Wednesday, June 6, 2012


My friend I wrote about in Monday's post, the one with the rescue dog who had been abused by a man, called me first thing this morning when I arrived at work.  "We are taking him back to the rescue organization tonight."

"I think that is the right decision," I said.

Then she went into a monologue about getting another dog.  "WAIT!"  I said, trying to be diplomatic and understanding.  "Why don't we talk first.  It can't be today, I am swamped with work.  But soon."  She agreed.

This is a family that has only had cats.  No dogs.  Although I found out some information she didn't previously tell me.  Several months back they got another rescue dog and that one went back to the shelter too.

It has become very apparent that this is a woman that wants a "cute" dog, one that is housebroken and can be put on the shelf, out of sight, when it isn't convenient with her schedule to take up time with it.  Children aren't like that.  Neither are dogs.

"I want a dog like yours," she told me.  Well, guess what!  Molly didn't just magically turn into the loving, enjoyable dog she is today.  Yes, a puppy is cute and adorable and who wouldn't love them?  But they require a LOT of time and effort, whether you want to do it or not.

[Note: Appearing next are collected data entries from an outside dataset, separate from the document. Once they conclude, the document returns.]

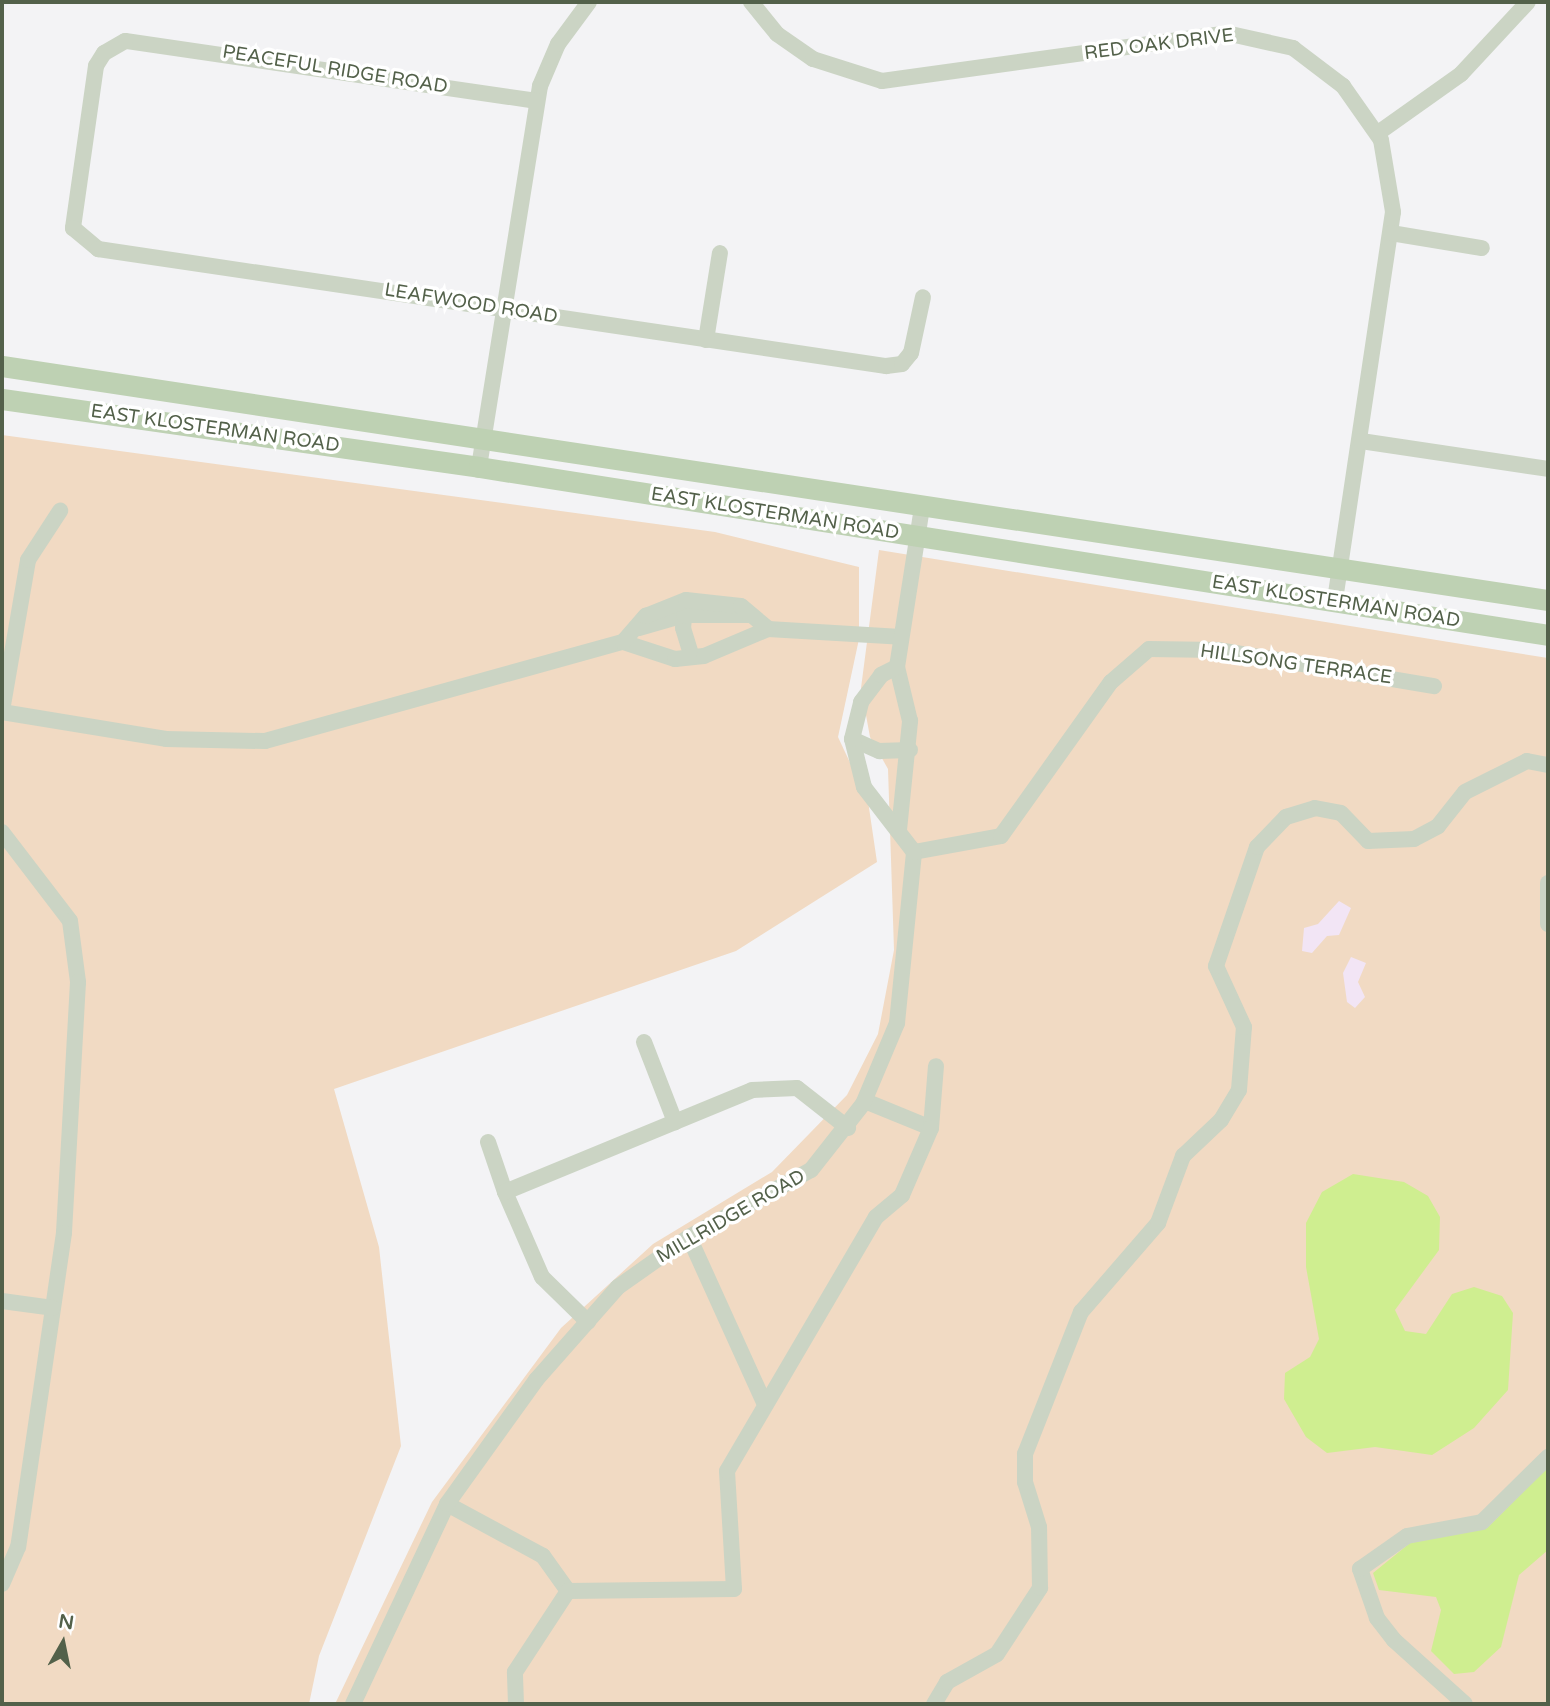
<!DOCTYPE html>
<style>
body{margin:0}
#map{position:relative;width:1550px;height:1706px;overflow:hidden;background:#f3f3f5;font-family:"Varela Round",sans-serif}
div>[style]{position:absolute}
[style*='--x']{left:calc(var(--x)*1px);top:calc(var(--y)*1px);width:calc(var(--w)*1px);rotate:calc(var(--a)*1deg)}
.green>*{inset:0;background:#f1dac3}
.sand>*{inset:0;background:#f2e5f5}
.water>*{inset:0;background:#cfee90}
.minor>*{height:16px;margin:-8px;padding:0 8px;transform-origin:8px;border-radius:8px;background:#cbd4c4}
.major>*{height:21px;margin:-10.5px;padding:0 10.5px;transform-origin:10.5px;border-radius:10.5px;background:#bed1b3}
span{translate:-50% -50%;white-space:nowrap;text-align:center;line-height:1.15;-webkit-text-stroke:7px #fff;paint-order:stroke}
.street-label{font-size:19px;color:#53614a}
.frame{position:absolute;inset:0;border:4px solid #53614a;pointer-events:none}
.north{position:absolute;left:28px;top:1608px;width:70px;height:70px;-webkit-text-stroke:5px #fff;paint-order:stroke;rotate:9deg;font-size:19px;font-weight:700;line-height:28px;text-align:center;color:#53614a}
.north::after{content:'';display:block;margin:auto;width:24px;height:32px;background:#53614a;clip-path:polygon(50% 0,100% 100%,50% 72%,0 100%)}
</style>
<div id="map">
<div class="green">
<i style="clip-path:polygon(2px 435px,715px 532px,859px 567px,859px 639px,838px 737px,868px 801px,877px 862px,736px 951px,334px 1089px,379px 1247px,401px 1446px,319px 1656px,309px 1704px,2px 1704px)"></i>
<i style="clip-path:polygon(879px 550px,1548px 658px,1548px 1704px,335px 1704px,432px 1502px,561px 1328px,653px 1244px,772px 1172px,847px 1095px,878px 1034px,894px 950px,888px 769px,870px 737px,861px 688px)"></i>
</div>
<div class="sand">
<i style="clip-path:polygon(1339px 901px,1351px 908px,1339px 935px,1327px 936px,1312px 953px,1302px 951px,1304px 928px,1318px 924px)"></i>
<i style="clip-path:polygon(1351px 957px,1366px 963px,1358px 982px,1365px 997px,1355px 1008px,1347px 1002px,1343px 973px)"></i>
</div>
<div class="water">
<i style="clip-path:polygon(1353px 1174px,1404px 1182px,1428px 1196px,1440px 1217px,1439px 1250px,1395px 1310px,1405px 1331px,1426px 1334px,1452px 1294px,1474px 1287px,1502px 1296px,1513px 1313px,1508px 1390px,1474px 1428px,1432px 1455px,1375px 1447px,1327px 1453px,1306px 1437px,1284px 1399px,1285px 1373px,1310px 1357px,1319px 1339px,1306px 1267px,1306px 1223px,1322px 1192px)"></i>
<i style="clip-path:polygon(1548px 1467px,1548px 1550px,1519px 1575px,1501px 1647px,1474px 1672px,1454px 1674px,1431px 1651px,1441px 1610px,1436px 1597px,1379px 1590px,1373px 1573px,1410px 1543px,1487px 1528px)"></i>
</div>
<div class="minor">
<i style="--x:751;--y:2;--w:41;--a:50.9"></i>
<i style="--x:777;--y:34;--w:44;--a:34.8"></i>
<i style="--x:813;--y:59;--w:72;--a:17.7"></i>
<i style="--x:882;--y:81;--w:347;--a:-7.9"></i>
<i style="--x:1226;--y:33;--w:69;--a:12.6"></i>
<i style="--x:1293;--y:48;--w:63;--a:37.2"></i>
<i style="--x:1343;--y:86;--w:66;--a:54.9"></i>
<i style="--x:1381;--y:140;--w:73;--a:80.5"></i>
<i style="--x:1393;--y:212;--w:393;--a:98.5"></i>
<i style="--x:537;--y:101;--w:416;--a:-171.7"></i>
<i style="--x:125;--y:41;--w:24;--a:150"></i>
<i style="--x:104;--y:53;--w:15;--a:122"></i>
<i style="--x:96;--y:66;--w:164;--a:98.1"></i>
<i style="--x:73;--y:228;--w:33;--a:40"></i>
<i style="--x:98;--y:249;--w:797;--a:8.45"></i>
<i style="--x:886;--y:366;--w:16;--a:-7"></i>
<i style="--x:902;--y:364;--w:14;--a:-51"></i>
<i style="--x:911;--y:353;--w:57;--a:-77.9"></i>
<i style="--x:1378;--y:133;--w:102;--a:-35.4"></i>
<i style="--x:1461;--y:74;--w:98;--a:-47.1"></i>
<i style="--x:1391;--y:233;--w:92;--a:9.4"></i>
<i style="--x:706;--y:340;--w:88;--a:-80.9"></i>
<i style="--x:1361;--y:441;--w:189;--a:8.5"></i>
<i style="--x:479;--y:467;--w:386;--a:-80.9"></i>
<i style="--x:540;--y:86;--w:46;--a:-66.8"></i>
<i style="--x:558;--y:44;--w:52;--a:-53.6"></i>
<i style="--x:685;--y:606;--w:22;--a:95"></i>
<i style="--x:683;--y:628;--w:30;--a:73"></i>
<i style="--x:639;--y:628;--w:47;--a:-16.1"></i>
<i style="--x:684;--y:615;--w:64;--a:0"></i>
<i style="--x:623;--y:642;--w:55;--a:18.1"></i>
<i style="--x:675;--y:659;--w:29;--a:-6"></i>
<i style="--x:704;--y:656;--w:69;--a:-22.9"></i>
<i style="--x:768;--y:629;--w:133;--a:3.4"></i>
<i style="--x:2;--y:711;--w:153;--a:-80.2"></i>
<i style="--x:28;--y:560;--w:59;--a:-56.9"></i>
<i style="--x:2;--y:712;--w:166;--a:9.3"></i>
<i style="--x:166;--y:739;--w:99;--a:1.2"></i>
<i style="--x:265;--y:741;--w:371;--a:-15.5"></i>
<i style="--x:623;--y:642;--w:35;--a:-49"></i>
<i style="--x:646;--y:616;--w:43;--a:-21.8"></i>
<i style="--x:686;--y:600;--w:55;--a:6.2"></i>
<i style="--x:741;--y:606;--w:35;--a:40"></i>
<i style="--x:852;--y:739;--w:30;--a:24"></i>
<i style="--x:879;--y:751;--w:31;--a:-2"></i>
<i style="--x:899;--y:830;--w:110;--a:-84.2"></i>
<i style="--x:910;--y:721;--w:56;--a:-103.5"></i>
<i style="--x:897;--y:667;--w:162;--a:-81.1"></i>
<i style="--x:2;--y:832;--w:112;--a:52.6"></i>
<i style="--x:70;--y:921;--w:62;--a:82.5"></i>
<i style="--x:78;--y:982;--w:251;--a:93.2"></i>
<i style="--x:64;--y:1233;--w:317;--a:98.3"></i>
<i style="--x:18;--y:1547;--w:40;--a:113.4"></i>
<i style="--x:914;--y:852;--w:88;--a:-10.4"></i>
<i style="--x:1001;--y:836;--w:189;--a:-54.5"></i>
<i style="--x:1111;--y:682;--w:50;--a:-41"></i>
<i style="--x:1149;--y:649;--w:69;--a:0.8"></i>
<i style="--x:1218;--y:650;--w:219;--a:9.5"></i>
<i style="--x:1548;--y:883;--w:41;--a:90"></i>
<i style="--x:644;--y:1042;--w:86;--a:68.8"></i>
<i style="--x:865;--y:1101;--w:71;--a:22.2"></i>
<i style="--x:931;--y:1128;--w:62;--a:-85.4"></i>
<i style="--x:488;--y:1142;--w:53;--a:71.2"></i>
<i style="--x:689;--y:1237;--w:181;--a:65.6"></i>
<i style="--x:2;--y:1301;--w:51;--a:7.8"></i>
<i style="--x:588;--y:1322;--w:64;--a:-135.6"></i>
<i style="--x:542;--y:1277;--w:93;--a:-113.5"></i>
<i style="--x:505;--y:1192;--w:267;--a:-22.4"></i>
<i style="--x:752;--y:1090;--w:45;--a:-2.5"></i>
<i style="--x:797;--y:1088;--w:65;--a:38.1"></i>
<i style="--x:447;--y:1504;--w:109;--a:28.4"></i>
<i style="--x:543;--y:1556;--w:43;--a:54.5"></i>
<i style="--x:568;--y:1591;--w:166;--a:-0.7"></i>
<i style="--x:734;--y:1589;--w:118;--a:-93.4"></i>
<i style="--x:727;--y:1471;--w:294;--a:-59.6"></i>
<i style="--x:876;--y:1217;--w:34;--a:-40"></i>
<i style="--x:902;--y:1195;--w:73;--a:-66.6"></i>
<i style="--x:353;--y:1704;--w:221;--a:-64.8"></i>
<i style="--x:447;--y:1504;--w:153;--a:-54.3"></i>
<i style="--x:536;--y:1380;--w:124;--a:-48.6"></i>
<i style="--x:618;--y:1287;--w:87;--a:-35.2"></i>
<i style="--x:689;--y:1237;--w:139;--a:-28.8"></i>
<i style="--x:811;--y:1170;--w:84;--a:-51.8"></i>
<i style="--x:863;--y:1104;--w:88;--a:-67.2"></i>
<i style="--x:897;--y:1023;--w:172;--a:-84.3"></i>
<i style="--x:914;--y:852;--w:82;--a:-127.6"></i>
<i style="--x:864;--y:787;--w:49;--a:-104"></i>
<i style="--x:852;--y:739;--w:38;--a:-76"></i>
<i style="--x:861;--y:702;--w:34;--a:-53"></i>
<i style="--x:881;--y:675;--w:18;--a:-27"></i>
<i style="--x:516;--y:1704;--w:32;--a:-92"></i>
<i style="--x:515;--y:1672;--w:97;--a:-56.8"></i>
<i style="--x:934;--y:1704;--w:26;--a:-59"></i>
<i style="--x:947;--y:1682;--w:57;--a:-29.2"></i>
<i style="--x:997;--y:1654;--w:79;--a:-56.9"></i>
<i style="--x:1040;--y:1588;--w:61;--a:-90.9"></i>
<i style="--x:1039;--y:1527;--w:47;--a:-107.3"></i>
<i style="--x:1025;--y:1482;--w:28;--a:-90"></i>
<i style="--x:1025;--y:1454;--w:153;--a:-68.5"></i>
<i style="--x:1081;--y:1312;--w:118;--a:-49.1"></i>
<i style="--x:1158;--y:1223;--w:72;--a:-69.5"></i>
<i style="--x:1183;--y:1156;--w:52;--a:-43.5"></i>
<i style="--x:1221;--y:1120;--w:35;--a:-59"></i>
<i style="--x:1239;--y:1090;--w:63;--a:-85.5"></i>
<i style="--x:1244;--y:1027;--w:67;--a:-114.7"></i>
<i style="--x:1216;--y:966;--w:126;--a:-71"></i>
<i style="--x:1257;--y:847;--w:42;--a:-46"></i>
<i style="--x:1286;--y:817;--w:30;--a:-17"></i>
<i style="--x:1315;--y:808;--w:26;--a:11"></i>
<i style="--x:1341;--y:813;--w:39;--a:46"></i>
<i style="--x:1368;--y:841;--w:46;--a:-2.5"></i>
<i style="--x:1414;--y:839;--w:27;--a:-28"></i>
<i style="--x:1438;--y:826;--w:43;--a:-51.5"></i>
<i style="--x:1465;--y:792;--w:69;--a:-26.6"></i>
<i style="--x:1527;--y:761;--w:21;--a:11"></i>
<i style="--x:1465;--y:1704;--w:96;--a:-138"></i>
<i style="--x:1394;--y:1640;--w:28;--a:-128"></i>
<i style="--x:1377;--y:1618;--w:52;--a:-109.1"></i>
<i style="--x:1360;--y:1569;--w:57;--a:-35.1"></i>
<i style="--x:1407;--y:1536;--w:76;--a:-10.6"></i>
<i style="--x:1482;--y:1522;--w:93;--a:-44.6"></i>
</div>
<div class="major">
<i style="--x:2;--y:366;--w:1564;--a:8.61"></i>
<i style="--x:2;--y:399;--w:482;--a:8.1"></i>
<i style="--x:479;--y:467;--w:1082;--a:8.93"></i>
</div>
<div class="street-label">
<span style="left:1159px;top:45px;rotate:-7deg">RED OAK DRIVE</span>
<span style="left:335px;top:70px;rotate:9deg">PEACEFUL RIDGE ROAD</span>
<span style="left:471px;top:304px;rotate:9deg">LEAFWOOD ROAD</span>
<span style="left:215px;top:429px;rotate:8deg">EAST KLOSTERMAN ROAD</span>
<span style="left:775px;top:514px;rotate:9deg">EAST KLOSTERMAN ROAD</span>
<span style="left:1336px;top:602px;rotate:9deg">EAST KLOSTERMAN ROAD</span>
<span style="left:1296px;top:665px;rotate:8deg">HILLSONG TERRACE</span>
<span style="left:731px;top:1217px;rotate:-30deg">MILLRIDGE ROAD</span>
</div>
<div class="frame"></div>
<div class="north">N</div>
</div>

Another issue I have with her. . . she seems set on finding the most wonderful dog at a rescue shelter.  More than one person has told me over the years that I'm a fool for paying big bucks for a purebred dog when I can go to the pound and get the same dog.  Instead, I have been known to spend over a year visiting breeders and asking questions and then choosing a quality breeder.  Price is not my primary consideration. Quality is.  You are going to live with that dog for up to 15 years.  Isn't it worth being careful where you get that dog and knowing its history???

Monday, June 4, 2012

A heartbreaking experience

You all know how crazy I am about dogs.  If you offend my dog, you offend me.

A woman at work came into my office today, knowing what a "dog person" I am, to ask my advice.  Her initial comments were, "We got a rescue dog this weekend that was abused. . . ."  That is really all I wanted to hear.

"Sit down!"  I told her.  Another lady came with her.  "I'm going to be honest with you.  I'm going to tell you right up front where I come from as far as dogs are concerned."

"This is like being in the principal's office!" she mocked.

[You don't ask my opinion unless you are ready to hear it!]

I told her I am a very strong advocate of purebred dogs from a QUALITY breeder and not every breeder is a quality breeder.  I happen to think the ONLY dog in the world is a Labrador Retriever.  I can relate dozens and dozens of true horror stories of people getting rescue dogs.  On the other hand, I know of a handful of success stories.

I wasn't happy to learn that she got the dog this weekend and this morning everyone left for work and school and after only two days in the house, this dog was confined to a cage for the day.  The dog is nine months old, a mid-size mixed breed.  She doesn't like men.  My friend has a husband and a teenage son.  The rescue organization told her the dog had been abused by a man.  We don't know how and to what extent.

"I want you to come over to my house and tell me what you think," she said to me.


While the dog at first acted afraid of me, it didn't take long before she discovered I am a friendly person.  She came to my side and allowed me to pet her and talk to her.

"You know, this isn't something that I can tell you what to do," I told them.  "I see positives and negatives here.  This dog is going to require a tremendous amount of patience and effort.  But that would be true if you went to the best breeder in the country and paid hundreds of dollars for a new puppy that was guaranteed for health and temperament."

I asked them questions to try to get them to think about how they really felt.

I was in their home for about a half hour.  Actually, a couple of times, her husband was able to get the dog to come to him and he petted it and spoke softly to it.  Then after a minute or two, she would walk away and hide behind furniture.  It broke my heart.

I drove home with tears in my eyes.  I'd like to get my hands on the man that harmed this animal.  It wouldn't be pretty.